Melissa_Mark-ViveritoA City Council program launched in 2014 has helped 119 children to avoid deportation, East Harlem Speaker Melissa Mark-Viverito announced Friday.

The initiative, a joint effort with the Robin Hood Foundation and New York Community Trust, has funded nonprofits that advocate for unaccompanied minors. Mark-Viverito also held a press conference Friday to draw attention to the council’s $1.5 million investment in the Immigrant Health Initiative, a program that organizes integrated services for newcomers to the city.

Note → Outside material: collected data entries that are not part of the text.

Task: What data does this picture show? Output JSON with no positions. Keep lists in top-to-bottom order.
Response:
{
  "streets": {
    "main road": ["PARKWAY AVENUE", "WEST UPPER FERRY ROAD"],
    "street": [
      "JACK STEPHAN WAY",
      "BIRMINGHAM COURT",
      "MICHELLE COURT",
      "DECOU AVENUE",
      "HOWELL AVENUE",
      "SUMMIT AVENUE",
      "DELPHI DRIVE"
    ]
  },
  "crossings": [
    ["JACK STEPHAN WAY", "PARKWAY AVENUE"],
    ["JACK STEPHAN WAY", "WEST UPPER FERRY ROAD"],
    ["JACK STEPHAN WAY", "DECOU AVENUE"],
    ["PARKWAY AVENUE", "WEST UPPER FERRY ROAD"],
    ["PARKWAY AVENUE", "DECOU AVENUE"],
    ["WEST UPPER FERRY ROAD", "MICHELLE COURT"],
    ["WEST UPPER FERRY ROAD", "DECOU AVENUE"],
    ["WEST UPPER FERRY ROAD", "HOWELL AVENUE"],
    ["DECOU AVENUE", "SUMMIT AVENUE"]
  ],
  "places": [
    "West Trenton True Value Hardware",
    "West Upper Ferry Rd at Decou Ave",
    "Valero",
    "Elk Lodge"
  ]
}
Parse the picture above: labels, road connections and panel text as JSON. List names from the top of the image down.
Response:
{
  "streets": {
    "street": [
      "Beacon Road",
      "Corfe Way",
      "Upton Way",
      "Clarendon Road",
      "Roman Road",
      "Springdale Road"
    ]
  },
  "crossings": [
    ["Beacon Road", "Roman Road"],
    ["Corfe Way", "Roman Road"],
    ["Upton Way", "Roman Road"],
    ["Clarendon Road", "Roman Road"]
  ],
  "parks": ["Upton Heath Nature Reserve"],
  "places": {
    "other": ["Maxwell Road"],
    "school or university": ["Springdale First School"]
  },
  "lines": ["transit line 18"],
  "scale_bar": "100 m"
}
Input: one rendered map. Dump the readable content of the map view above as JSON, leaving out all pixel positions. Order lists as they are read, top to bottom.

One organization funded under that council initiative, Terra Firma, provides medical, mental-health and legal services to young people. Co-founder Dr. Alan Shapiro said that children who arrived in this country “despondent, scared, depressed” were able to flourish under their care, eventually joining their soccer league, English classes, or other programs.

The city experienced an influx of hundreds of unaccompanied children fleeing violence in Honduras, El Salvador and Guatemala beginning in 2012, according to the New York Immigration Coalition, and more than 12,000 have been placed throughout the state.

Mark-Viverito said Terra Firma’s services such as preventive care, legal help and family exercise classes ultimately provide a cost benefit to the city.

Jonathan Bowles, executive director of the think tank Center for an Urban Future, said services for immigrants pay off because the city economy is so dependent on new arrivals. Immigrants make up 47% of the city’s workforce, the center found in an April report. They also drive growth in many neighborhoods and are entrepreneurs “in every corner of the city, in every industry,” he said.

 “I think a lot of people understand how immigrants are good for New York,” Bowles said. “I don’t think a lot of people understand how vital they have been to New York’s turnaround over the last three decades.”

Offerings such as the council’s health initiative, as well as the new municipal ID card program and the city’s Office of Immigrant Affairs, help make the city a viable new home for immigrants despite the city’s high cost of living, he said.